RP Even experts in energy systems going back 50 years are not great prognosticators of where the energy systems are going. I don't put a lot of weight into long term speculative predictions, because historically, nobody's good at that. These are deeper issues in what sort of expertise is privileged in these discussions. At some point, I have to think that the disparity between the physical sciences expertise in climate and the energy systems expertise has to spill out into the open because there is an increasing gap between the views of those two communities.

ML Central banks are throwing scenarios at the financial system with huge interest rate shocks buried in the small print. What are the central banks assuming in their stress tests?

RP There's an entire industry and sub-industry of consultants and contractors, unfortunately, including some of the same institutions that provide scenarios for the IPCC, who are funded to produce scenarios to drive these stress tests. You will find that many of these scenarios don't pass test of plausibility.
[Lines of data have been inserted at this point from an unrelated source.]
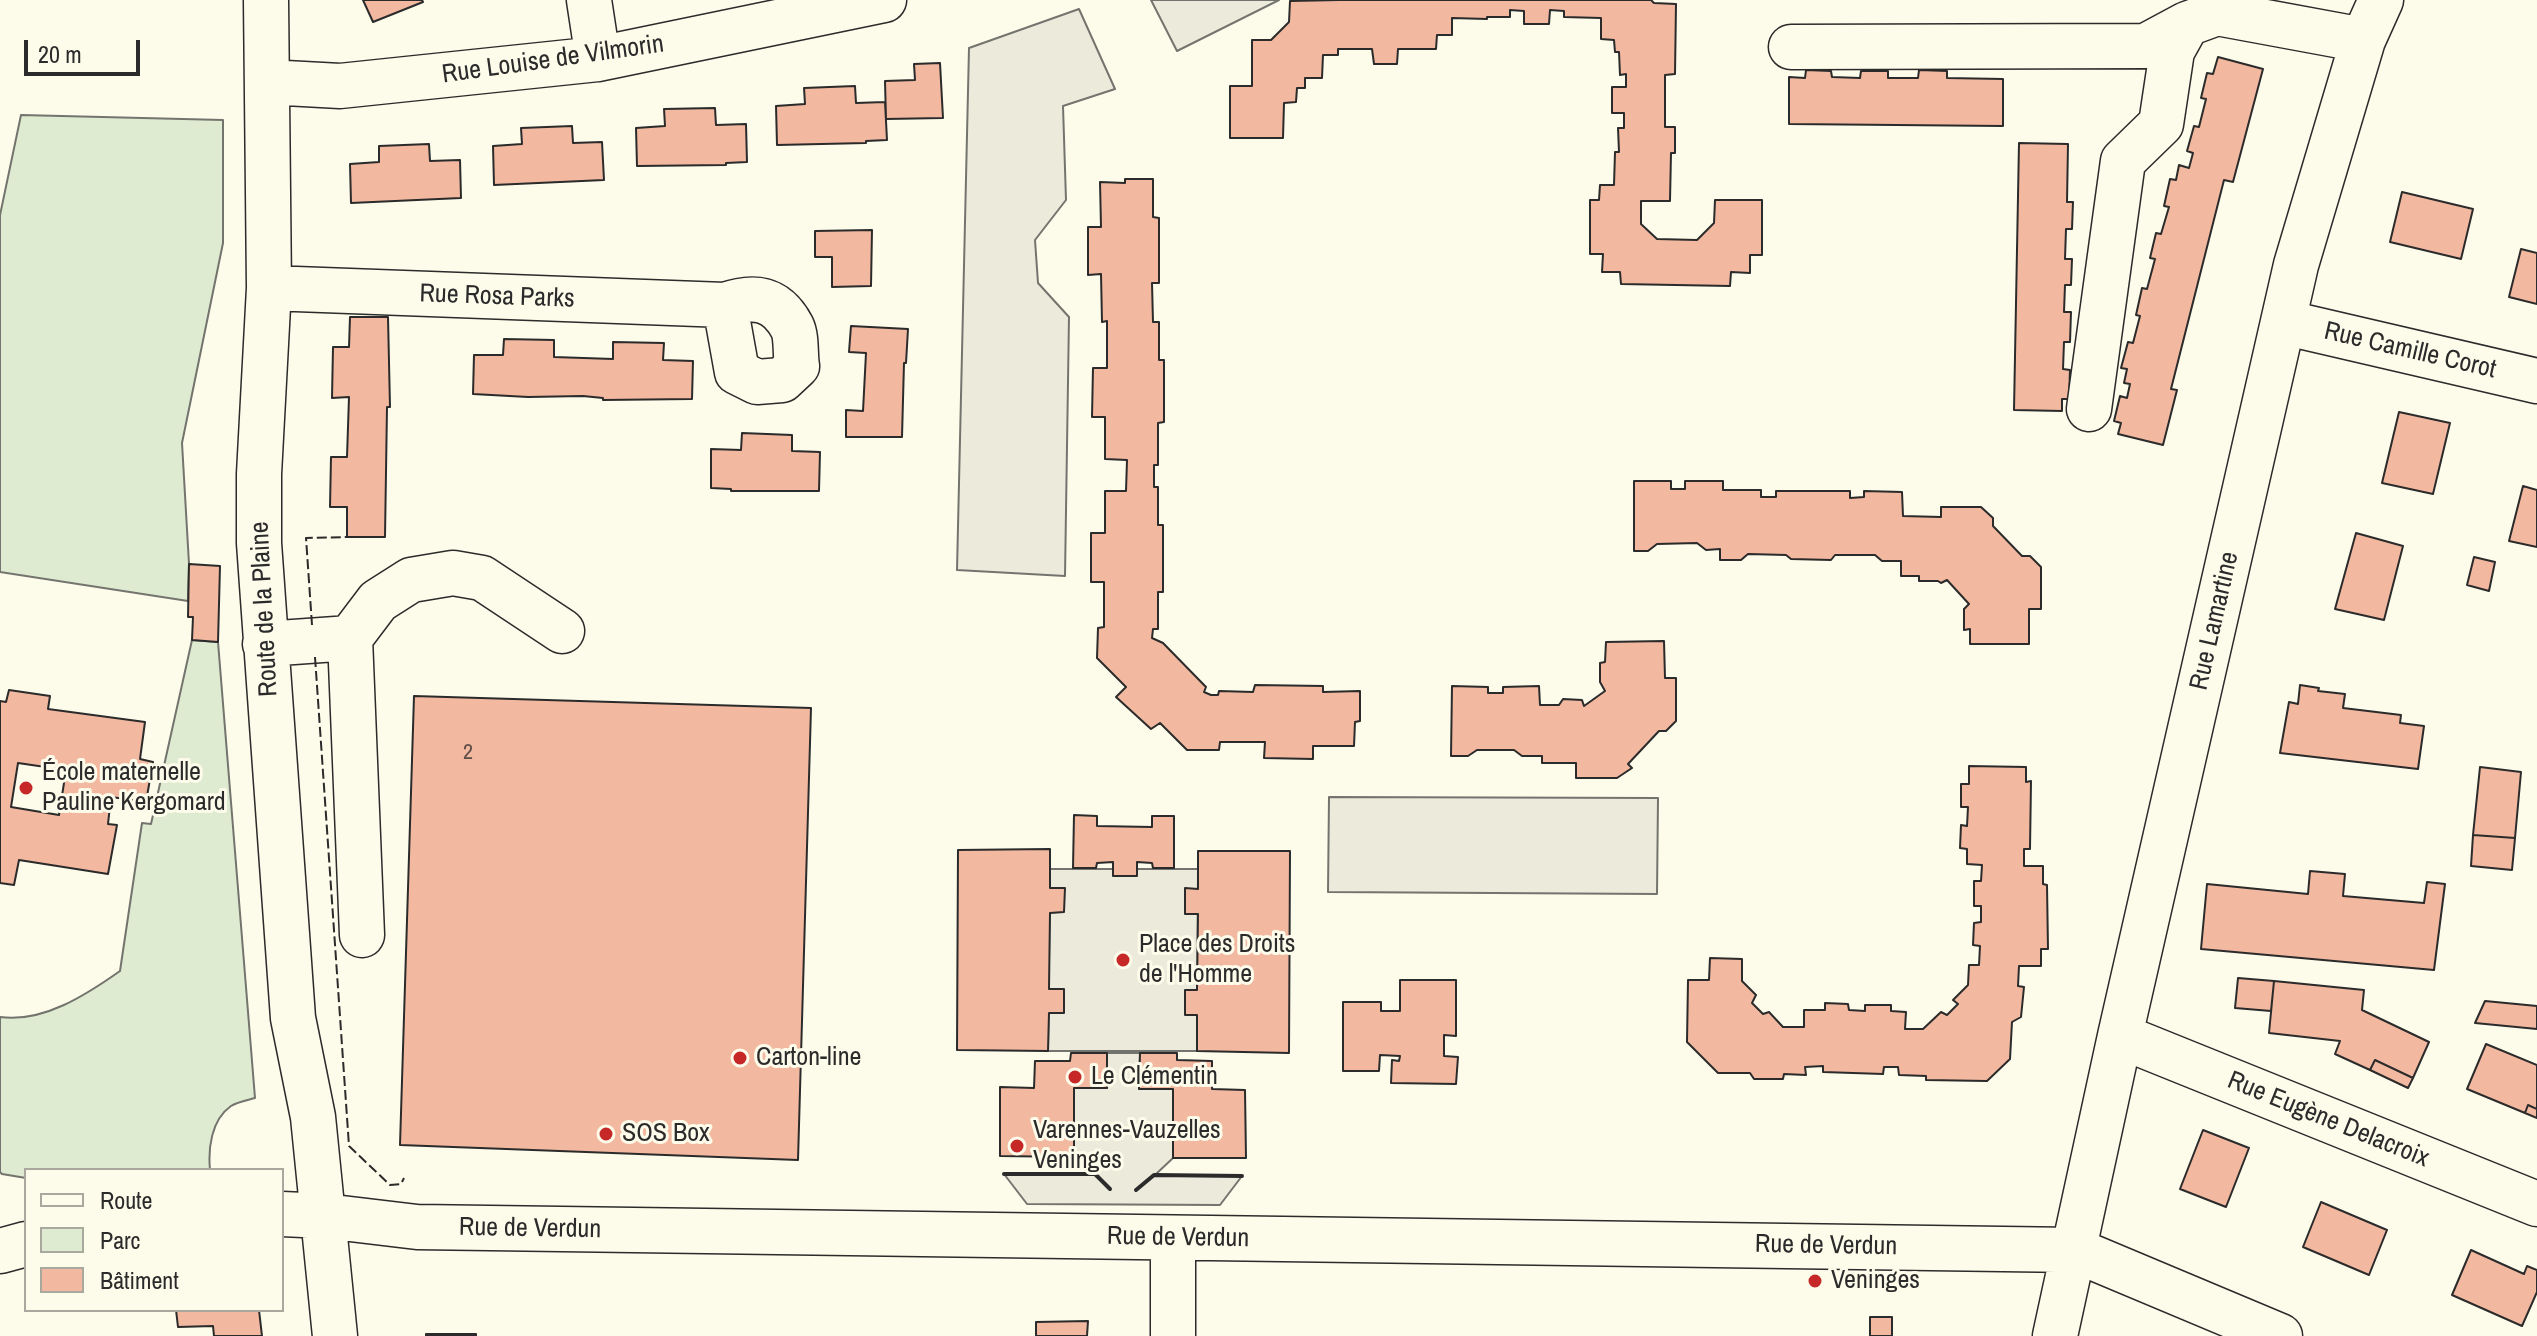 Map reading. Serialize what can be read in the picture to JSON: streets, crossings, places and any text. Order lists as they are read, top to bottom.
{
  "streets": {
    "street": [
      "Rue Louise de Vilmorin",
      "Rue Rosa Parks",
      "Rue Camille Corot",
      "Route de la Plaine",
      "Rue Lamartine",
      "Rue Eugène Delacroix",
      "Rue de Verdun"
    ]
  },
  "crossings": [
    ["Rue Louise de Vilmorin", "Route de la Plaine"],
    ["Rue Rosa Parks", "Route de la Plaine"],
    ["Rue Camille Corot", "Rue Lamartine"],
    ["Route de la Plaine", "Rue de Verdun"],
    ["Rue Lamartine", "Rue Eugène Delacroix"],
    ["Rue Lamartine", "Rue de Verdun"]
  ],
  "places": [
    "École maternelle Pauline Kergomard",
    "Place des Droits de l'Homme",
    "Carton-line",
    "Le Clémentin",
    "SOS Box",
    "Varennes-Vauzelles Veninges",
    "Veninges"
  ],
  "house_numbers": ["2"],
  "legend": ["Route", "Parc", "Bâtiment"],
  "scale_bar": "20 m"
}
So, if the point is to generate stress tests for plausible worst case scenarios, someone has to have the task. It has to be someone independent, someone who doesn't have a stake in the game. Stress testing itself creates risks for the financial system. If this was the fossil fuel industry, people would be going nuts. If you learned that Exxon was in charge of funding a side project for IPCC scenarios, your eyebrows would go up pretty high. We have to ensure that whatever we do with stress testing, it's all conducted with scientific integrity. Governments in particular have to be sensitive to the fact that they're creating a new infrastructure of institutions. Those institutions should follow basic principles of democratic governance, and I don't think they are right now.
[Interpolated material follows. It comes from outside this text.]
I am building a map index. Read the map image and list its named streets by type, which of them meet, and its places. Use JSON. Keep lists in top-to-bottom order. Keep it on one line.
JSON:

ML Many would argue that the only way we're going to get action is by raising the alarm, and if that means exaggerating the science, so be it. Message unity is key, and that we should keep quiet. What do you say?

RP Once you recognize that success in deep decarbonisation requires a sustained effort over the better part of a century, alarm doesn't work. What works is a low level of pressure applied continuously. One of my mentors once said, “if you want to turn around a battleship, you don't kick it, you lean on it, you have a tugboat and you push it, and eventually it gets moving.” For me, the best way to ensure continued legitimacy and trust is to be open, honest and call things like we see them. I am not a big fan of ends-justifies-the-means argument. I think that the science is plenty strong enough to survive course corrections on climate change.